Hedgehog ligand biogenesis

Mammalian genomes encode three Hedgehog ligands, Sonic Hedgehog (SHH), Indian Hedgehog (IHH) and Desert Hedgehog (DHH). These secreted morphogens can remain associated with lipid rafts on the surface of the secreting cell and affect developmental processes in adjacent cells. Alternatively, they can be released by proteolysis or packaging into vesicles or lipoprotein particles and dispersed to act on distant cells. SHH activity is required for organization of the limb bud, notochord and neural plate, IHH regulates bone and cartilage development and is partially redundant with SHH, and DHH contributes to germ cell development in the testis and formation of the peripheral nerve sheath (reviewed in Pan et al, 2013). <br><br>Despite divergent biological roles, all Hh ligands are subject to proteolytic processing and lipid modification during transit to the surface of the secreting cell (reviewed in Gallet, 2011). Precursor Hh undergoes autoproteolytic cleavage mediated by the C-terminal region to yield an amino-terminal peptide Hh-Np (also referred to as Hh-N) (Chen et al, 2011). No other well defined role for the C-terminal region of Hh has been identified, and the secreted Hh-Np is responsible for all Hh signaling activity. Hh-Np is modified with cholesterol and palmitic acid during transit through the secretory system, and both modifications contribute to the activity of the ligand (Porter et al, 1996; Pepinsky et al, 1998; Chamoun et al, 2001). <br><br>At the cell surface, Hh-Np remains associated with the secreting cell membrane by virtue of its lipid modifications, which promote clustering of Hh-Np into lipid rafts (Callejo et al, 2006; Peters et al, 2004). Long range dispersal of Hh-Np depends on the untethering of the ligand from the membrane through a variety of mechanisms. These include release of monomers through the combined activity of the transmembrane protein Dispatched (DISP2) and the secreted protein SCUBE2, assembly into soluble multimers or apolipoprotein particles or release on the surface of exovesicles (Vyas et al, 2008; Tukachinsky et al, 2012; Chen 2004; Zeng et al, 2001; reviewed in Briscoe and Therond, 2013).

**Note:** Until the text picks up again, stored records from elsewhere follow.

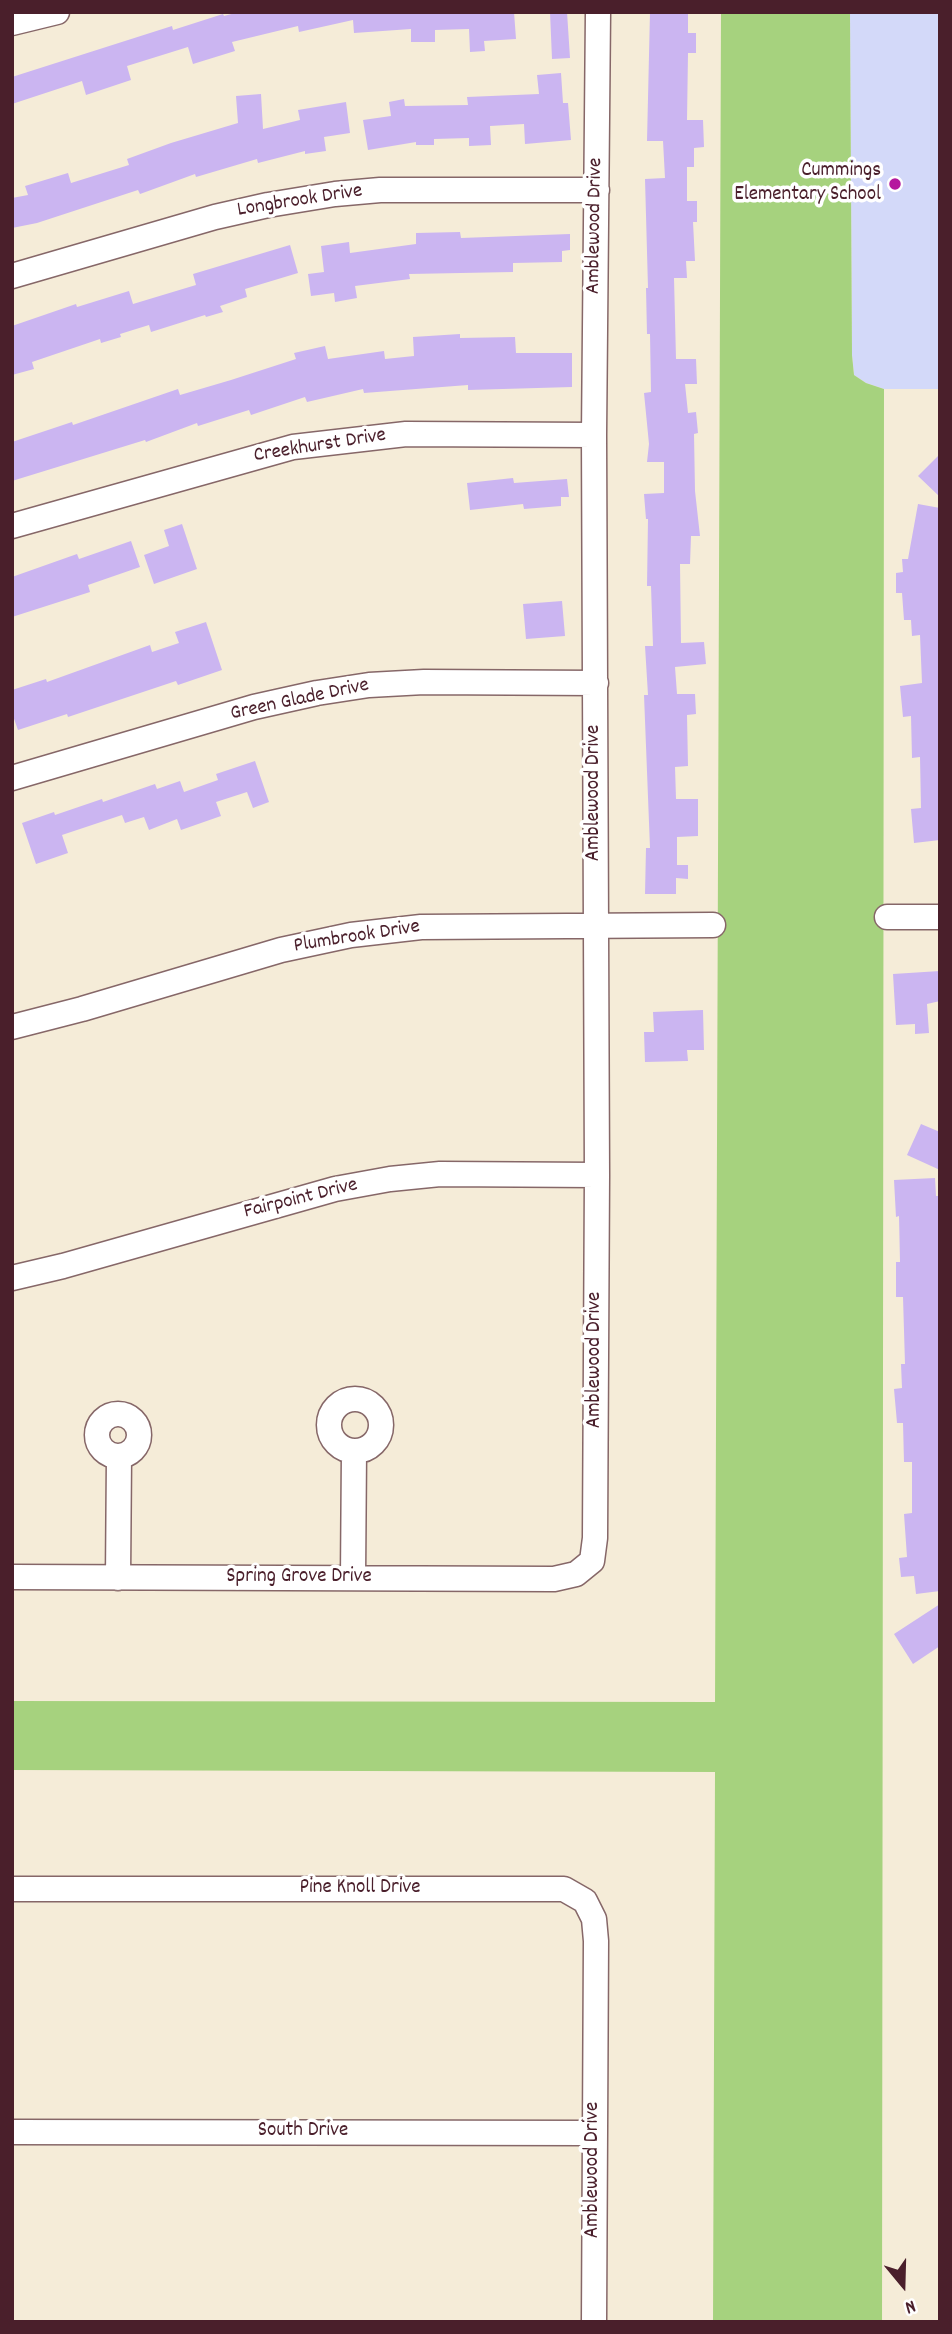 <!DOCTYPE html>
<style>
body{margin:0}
#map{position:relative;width:952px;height:2334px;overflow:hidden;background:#f5ecd8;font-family:Dekko,sans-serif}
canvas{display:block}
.frame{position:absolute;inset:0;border:14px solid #4a1f2b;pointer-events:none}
.north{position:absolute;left:868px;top:2250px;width:70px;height:70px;-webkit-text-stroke:5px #fff;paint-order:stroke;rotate:161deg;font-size:19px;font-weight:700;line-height:28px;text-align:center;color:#4a1f2b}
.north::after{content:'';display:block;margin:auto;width:24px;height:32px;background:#4a1f2b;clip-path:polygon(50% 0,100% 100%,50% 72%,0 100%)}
</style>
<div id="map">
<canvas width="952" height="2334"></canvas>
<div class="frame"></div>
<div class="north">N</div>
</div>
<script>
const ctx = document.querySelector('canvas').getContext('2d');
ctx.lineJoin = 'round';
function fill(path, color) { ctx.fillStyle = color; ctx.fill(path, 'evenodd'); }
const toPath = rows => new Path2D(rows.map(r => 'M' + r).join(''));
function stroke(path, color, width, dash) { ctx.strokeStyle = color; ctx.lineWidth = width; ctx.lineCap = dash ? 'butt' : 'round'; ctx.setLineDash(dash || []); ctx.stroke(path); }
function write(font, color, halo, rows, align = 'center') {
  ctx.font = font + ' Dekko,sans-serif'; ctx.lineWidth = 7; ctx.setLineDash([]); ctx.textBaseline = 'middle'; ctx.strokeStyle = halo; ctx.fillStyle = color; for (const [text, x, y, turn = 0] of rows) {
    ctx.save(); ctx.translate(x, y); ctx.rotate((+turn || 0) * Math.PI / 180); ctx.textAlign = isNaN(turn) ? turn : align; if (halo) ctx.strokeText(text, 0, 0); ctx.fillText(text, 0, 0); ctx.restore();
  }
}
const built = toPath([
 [850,12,940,12,940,389,884,389,866,383,854,375,852,355]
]);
const green = toPath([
 [721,12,850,12,852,355,854,375,866,383,884,389,882,2322,713,2322,715,1772,12,1770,12,1701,715,1702]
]);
const building = toPath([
 [239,12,514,12,516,39,484,41,485,51,470,52,469,29,435,30,435,42,411,42,411,29,354,33,353,20,299,32,298,26,232,42,235,51,193,64,188,47,127,66,131,80,86,95,82,81,12,104,12,77,172,26,173,30,223,14,224,16],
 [550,12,567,12,570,58,552,59],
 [650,12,688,12,688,33,696,33,696,53,688,53,687,120,703,120,704,147,694,148,694,167,687,167,687,201,697,201,697,222,693,222,695,261,686,261,687,278,674,278,676,359,696,359,697,384,685,384,688,413,696,412,698,433,694,434,695,491,700,536,691,536,690,564,680,564,681,643,704,642,706,664,675,667,677,694,695,694,696,714,687,715,688,766,675,767,676,799,698,799,698,836,677,837,677,865,688,865,688,879,676,878,676,894,645,894,646,848,650,848,644,695,648,695,645,646,653,646,651,586,647,586,648,519,646,519,644,494,664,493,664,462,647,462,649,444,644,393,651,392,650,334,647,334,646,288,648,288,645,179,665,178,663,141,647,141],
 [561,73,563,103,568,103,571,140,525,144,524,124,490,126,491,145,469,146,469,138,434,139,434,145,416,145,416,142,368,150,363,120,391,116,389,102,404,99,405,106,468,105,467,97,539,94,537,75],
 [261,94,263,129,300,120,298,110,346,102,350,133,324,137,326,151,305,154,305,151,258,163,257,159,196,177,195,174,140,194,138,190,37,223,12,228,12,198,28,195,25,186,68,173,71,183,129,165,127,159,171,143,238,123,236,96],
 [460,232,461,238,570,234,570,250,562,251,562,262,513,263,513,272,409,274,410,279,355,286,357,298,335,302,334,293,311,296,308,274,324,272,321,246,349,242,350,253,416,244,416,233],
 [290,245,298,273,245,289,247,297,220,306,223,312,206,317,205,315,151,332,149,325,120,334,121,337,101,343,100,339,32,362,34,369,12,375,12,326,76,304,77,307,129,291,133,304,196,285,193,274],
 [460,334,460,338,515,337,516,353,572,353,572,387,468,390,468,385,364,393,363,389,307,402,305,397,251,415,249,410,198,426,197,423,146,442,145,440,12,481,12,442,72,422,73,425,178,389,180,395,231,380,296,359,294,353,325,346,328,359,384,351,385,359,414,356,413,337],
 [940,454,940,497,918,476],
 [513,478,514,483,567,479,569,497,561,497,561,506,524,509,523,504,470,510,467,483],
 [918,504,940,508,940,840,914,843,911,809,921,808,920,757,912,758,911,716,903,717,900,686,922,683,920,635,912,636,911,620,904,620,902,593,896,593,896,573,903,572,902,559,908,559],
 [182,524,197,569,154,584,144,555,169,546,164,530],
 [131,541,140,567,88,585,90,592,12,617,12,577,77,554,79,559],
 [562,601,565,636,526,639,523,604],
 [206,622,222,670,178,685,176,681,68,717,67,714,18,730,12,713,12,690,46,679,47,682,150,645,152,652,179,643,175,632],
 [255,761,269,802,253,808,247,792,216,802,221,816,181,830,177,819,149,830,144,817,125,823,122,815,62,835,68,853,36,864,22,823,54,812,55,815,102,799,103,802,155,784,157,789,180,781,184,792,218,780,216,774],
 [940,971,940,1001,927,1004,929,1033,915,1034,915,1024,896,1025,893,974],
 [703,1010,704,1050,687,1050,688,1061,645,1062,644,1032,654,1032,653,1012],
 [921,1124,940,1132,940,1170,907,1155],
 [935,1178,936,1196,940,1196,940,1591,916,1594,914,1576,901,1577,899,1558,907,1557,904,1514,912,1513,912,1462,904,1462,903,1423,897,1423,894,1389,902,1388,901,1364,905,1364,903,1297,896,1297,896,1262,900,1262,899,1216,896,1217,894,1180],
 [940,1604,940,1646,913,1664,894,1634]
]);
const minor = toPath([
 [12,23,57,12],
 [12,276,215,217,268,205,335,194,380,190,597,190],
 [12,526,293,447,406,434,594,435],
 [12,778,254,707,317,693,369,685,424,682,596,683],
 [887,917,940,917],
 [12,1027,82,1009,281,950,351,935,421,927,713,925],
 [12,1278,63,1266,335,1189,390,1179,440,1174,597,1175],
 '329 1425a26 26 0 1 1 52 0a26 26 0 1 1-52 0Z',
 '97 1435a21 21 0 1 1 42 0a21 21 0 1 1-42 0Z',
 [12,1577,554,1579,576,1574,592,1561,595,1538,597,1175,594,435,598,12],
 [118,1578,119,1456],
 [353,1578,354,1451],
 [12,1889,564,1889,585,1901,594,1919,596,1941,594,2322],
 [12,2132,593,2133]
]);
const markers = [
 [895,184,7,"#b5179e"]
];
const poiNames = [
 ["Cummings",881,172],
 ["Elementary School",881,196]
];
const streetNames = [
 ["Longbrook Drive",300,202,-9],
 ["Amblewood Drive",596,226,-89],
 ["Creekhurst Drive",320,447,-9],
 ["Green Glade Drive",300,701,-12],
 ["Amblewood Drive",595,793,-90],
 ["Plumbrook Drive",357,938,-9],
 ["Fairpoint Drive",301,1200,-14],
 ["Amblewood Drive",596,1360,-90],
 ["Spring Grove Drive",299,1578],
 ["Pine Knoll Drive",360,1889],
 ["South Drive",303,2132],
 ["Amblewood Drive",594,2170,-90]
];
fill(built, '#d3d9f9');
fill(green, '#a6d27e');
fill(building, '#cbb5f1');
stroke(minor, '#866768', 27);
stroke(minor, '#fff', 24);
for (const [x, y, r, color] of markers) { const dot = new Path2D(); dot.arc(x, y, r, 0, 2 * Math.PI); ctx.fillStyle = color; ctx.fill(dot); stroke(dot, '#fff', 2.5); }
write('21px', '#4a1f2b', '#fff', poiNames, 'right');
write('21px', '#4a1f2b', '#fff', streetNames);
</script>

哺乳动物基因组编码三种Hedgehog配体，分别为Sonic Hedgehog（SHH）、Indian Hedgehog（IHH）和Desert Hedgehog（DHH）。这些分泌形态发生素可以与分泌细胞表面的脂筏相结合，从而影响邻近细胞中的发育过程。或者，它们可以通过蛋白酶解、包装成囊泡或脂蛋白颗粒来释放，进而作用于远距离的细胞。SHH活性对于肢芽、脊索和中胚层板组织的形成至关重要，IHH调节骨骼和软骨发育，并在一定程度上与SHH功能冗余，而DHH则参与睾丸中生殖细胞的发育和周围神经被膜的生成（详见Pan等，2013年综述）。尽管这些Hh配体在生物学功能上存在差异，但它们在向分泌细胞表面运输的过程中均会经历蛋白酶解处理和脂质修饰（详见Gallet，2011年综述）。Hh前体通过C端区域的自身蛋白酶解切割产生氨基端肽Hh-Np（亦称Hh-N）（Chen等，2011年）。Hh的C端区域尚未发现其他明确的生物学功能，而分泌的Hh-Np负责所有Hh的信号传导活性。Hh-Np在通过分泌系统运输过程中被胆固醇和棕榈酸修饰，这两种修饰均对配体的活性有所贡献（Porter等，1996年；Pepinsky等，1998年；Chamoun等，2001年）。在细胞表面，Hh-Np通过其脂质修饰与分泌细胞膜相结合，这些修饰促进了Hh-Np在脂筏中的聚集（Callejo等，2006年；Peters等，2004年）。Hh-Np的长距离扩散依赖于通过多种机制将配体从膜上解离。这些机制包括通过跨膜蛋白 Dispatched（DISP2）和分泌蛋白 SCUBE2 的联合作用释放单体，组装成可溶性多聚体或脂蛋白颗粒，或释放到外泌体表面（Vyas等，2008年；Tukachinsky等，2012年；Chen，2004年；Zeng等，2001年；详见Briscoe和Therond，2013年综述）。